Experiments on Parallel Training of Deep Neural Network using Model Averaging

Experiments on Parallel Training of Deep Neural Network using Model Averaging

Abstract

In this work we apply model averaging to parallel training of deep neural network (DNN). Parallelization is done in a model averaging manner. Data is partitioned and distributed to different nodes for local model updates, and model averaging across nodes is done every few minibatches.

We use multiple GPUs for data parallelization, and Message Passing Interface (MPI) for communication between nodes, which allows us to perform model averaging frequently without losing much time on communication. We investigate the effectiveness of Natrual Gradient Stochasitc Gradient Descent (NG-SGD) and Restricted Boltzmann Machine (RBM) pretraining for parallel training in model-averaging framework, and explore the best setups in term of different learning rate schedules, averaging frequencies and minibatch sizes. It is shown that NG-SGD and RBM pretraining benefits parameter-averaging based model training. On the 300h Swithboard dataset, a 9.3 times speedup is achieved using 16 GPUs and 17 times speedup using 32 GPUs with limited decoding accuracy loss. 111This work is not submitted to peer-review conferences because the authors think it needs more investigation. The authors are in lack of resources to perform further exploration. However, we welcome any comments and suggestions.

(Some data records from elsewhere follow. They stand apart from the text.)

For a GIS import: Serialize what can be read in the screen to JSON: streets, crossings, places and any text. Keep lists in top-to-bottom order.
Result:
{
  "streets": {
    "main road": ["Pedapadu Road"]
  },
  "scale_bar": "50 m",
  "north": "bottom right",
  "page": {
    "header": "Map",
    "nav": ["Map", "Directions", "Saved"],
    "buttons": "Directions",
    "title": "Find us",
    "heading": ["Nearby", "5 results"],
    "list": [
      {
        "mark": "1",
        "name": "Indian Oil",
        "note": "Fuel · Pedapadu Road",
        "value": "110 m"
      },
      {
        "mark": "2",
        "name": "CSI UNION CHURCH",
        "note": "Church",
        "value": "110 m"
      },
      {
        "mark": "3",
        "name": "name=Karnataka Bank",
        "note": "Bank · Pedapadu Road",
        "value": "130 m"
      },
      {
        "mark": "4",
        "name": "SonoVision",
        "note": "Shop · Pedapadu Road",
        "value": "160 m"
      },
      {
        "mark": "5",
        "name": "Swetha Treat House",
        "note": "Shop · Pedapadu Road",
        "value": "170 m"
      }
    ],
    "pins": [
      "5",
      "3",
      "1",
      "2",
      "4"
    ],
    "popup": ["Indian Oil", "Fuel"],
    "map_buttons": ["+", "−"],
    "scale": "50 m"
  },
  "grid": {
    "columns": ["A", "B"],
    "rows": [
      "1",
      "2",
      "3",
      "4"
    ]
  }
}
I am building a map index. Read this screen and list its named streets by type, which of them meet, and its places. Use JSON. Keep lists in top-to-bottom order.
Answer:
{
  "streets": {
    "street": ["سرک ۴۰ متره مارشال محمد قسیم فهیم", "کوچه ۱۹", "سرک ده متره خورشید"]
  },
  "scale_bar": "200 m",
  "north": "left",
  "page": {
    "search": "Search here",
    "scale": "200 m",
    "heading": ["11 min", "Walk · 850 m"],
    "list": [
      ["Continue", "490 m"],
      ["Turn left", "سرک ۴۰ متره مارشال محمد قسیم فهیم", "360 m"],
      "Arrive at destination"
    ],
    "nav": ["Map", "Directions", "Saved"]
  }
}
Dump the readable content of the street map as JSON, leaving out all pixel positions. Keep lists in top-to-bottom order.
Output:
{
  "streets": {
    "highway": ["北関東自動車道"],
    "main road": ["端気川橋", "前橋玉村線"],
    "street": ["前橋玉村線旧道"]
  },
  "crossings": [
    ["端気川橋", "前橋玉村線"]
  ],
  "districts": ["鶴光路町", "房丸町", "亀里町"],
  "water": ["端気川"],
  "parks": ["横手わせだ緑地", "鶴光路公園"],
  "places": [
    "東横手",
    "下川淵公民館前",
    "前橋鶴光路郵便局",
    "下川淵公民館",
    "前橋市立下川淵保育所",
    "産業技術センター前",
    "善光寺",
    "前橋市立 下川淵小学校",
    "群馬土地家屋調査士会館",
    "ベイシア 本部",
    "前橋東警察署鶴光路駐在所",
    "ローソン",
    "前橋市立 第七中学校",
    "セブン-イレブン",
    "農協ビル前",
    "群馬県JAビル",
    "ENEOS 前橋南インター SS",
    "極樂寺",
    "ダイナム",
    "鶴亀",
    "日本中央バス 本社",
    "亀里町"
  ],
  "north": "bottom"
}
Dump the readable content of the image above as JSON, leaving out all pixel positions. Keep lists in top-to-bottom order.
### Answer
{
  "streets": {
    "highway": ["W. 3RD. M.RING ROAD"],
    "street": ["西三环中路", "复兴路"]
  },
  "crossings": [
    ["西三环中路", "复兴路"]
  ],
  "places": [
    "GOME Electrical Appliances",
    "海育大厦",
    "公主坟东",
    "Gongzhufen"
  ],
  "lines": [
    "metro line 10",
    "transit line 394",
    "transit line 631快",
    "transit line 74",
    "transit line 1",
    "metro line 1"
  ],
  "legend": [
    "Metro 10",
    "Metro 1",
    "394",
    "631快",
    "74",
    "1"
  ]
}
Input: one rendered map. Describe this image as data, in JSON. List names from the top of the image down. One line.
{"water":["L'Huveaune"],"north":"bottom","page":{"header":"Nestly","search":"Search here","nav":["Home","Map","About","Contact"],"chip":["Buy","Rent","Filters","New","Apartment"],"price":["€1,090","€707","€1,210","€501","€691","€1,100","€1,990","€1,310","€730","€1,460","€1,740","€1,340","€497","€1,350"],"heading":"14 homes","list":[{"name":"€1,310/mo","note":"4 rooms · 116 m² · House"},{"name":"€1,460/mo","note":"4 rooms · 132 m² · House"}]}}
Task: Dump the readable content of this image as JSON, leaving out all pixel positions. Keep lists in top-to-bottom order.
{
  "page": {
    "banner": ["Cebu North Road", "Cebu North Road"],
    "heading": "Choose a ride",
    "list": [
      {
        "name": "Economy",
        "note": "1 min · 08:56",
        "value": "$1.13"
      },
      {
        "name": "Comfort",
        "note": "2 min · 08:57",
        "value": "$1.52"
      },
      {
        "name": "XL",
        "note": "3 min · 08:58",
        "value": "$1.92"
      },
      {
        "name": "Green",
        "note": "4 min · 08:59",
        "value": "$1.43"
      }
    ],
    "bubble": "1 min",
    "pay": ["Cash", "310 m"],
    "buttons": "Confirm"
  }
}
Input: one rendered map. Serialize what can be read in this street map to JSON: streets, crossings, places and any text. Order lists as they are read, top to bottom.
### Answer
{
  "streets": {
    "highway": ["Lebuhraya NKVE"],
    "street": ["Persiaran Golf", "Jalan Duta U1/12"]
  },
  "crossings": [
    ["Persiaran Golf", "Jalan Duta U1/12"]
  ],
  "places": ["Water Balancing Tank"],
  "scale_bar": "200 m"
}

Experiments on Parallel Training of Deep Neural Network using Model Averaging

Hang Su, Haoyu Chen, Haihua Xu
International Computer Science Institute, Berkeley, California, US
Dept. of Electrical Engineering & Computer Science, University of California, Berkeley, CA, USA
Nanyang Technological University, Singapore
{suhang3240@gmail.com}


Index Terms—  Parallel training, model averaging, deep neural network, natural gradient

1 Introduction

Deep Neural Networks (DNN) has shown its effeciveness in several machine learning tasks, espencially in speech recognition. The large model size and massive training examples make DNN a powerful model for classification. However, these two factors also slow down the training procedure.

Parallelization of DNN training has been a popular topic since the revival of neural networks. Several different strategies have been proposed to tackle this problem. Multiple thread CPU parallelization and single GPU implementation are compared in [1, 2], and it is shown that single GPU could beat multi-threaded CPU implementation by a factor of 2.

Optimality for parallelization of DNN training was analyzed in [3], and based on the analysis, a gradient quantization approach (1-bit SGD) was proposed to minimize communication cost [4]. It shows that 1 bit quantization can effectively reduce data exchange in an MPI framework, and a 10 times speed-up is achieved using 40 GPUs.

DistBelief proposed in [5] reports that 8 CPU machines train 2.2 times faster than a single GPU machine on a moderately sized speech model. Asynchronous SGD using multiple GPUs achieved a 3.2x speed-up on 4 GPUs [6].

A pipeline training approach was propoased in [7] and a 3.3x speedup was achieved using 4 GPUs, but this method does not scale beyond number of layers in the neural network.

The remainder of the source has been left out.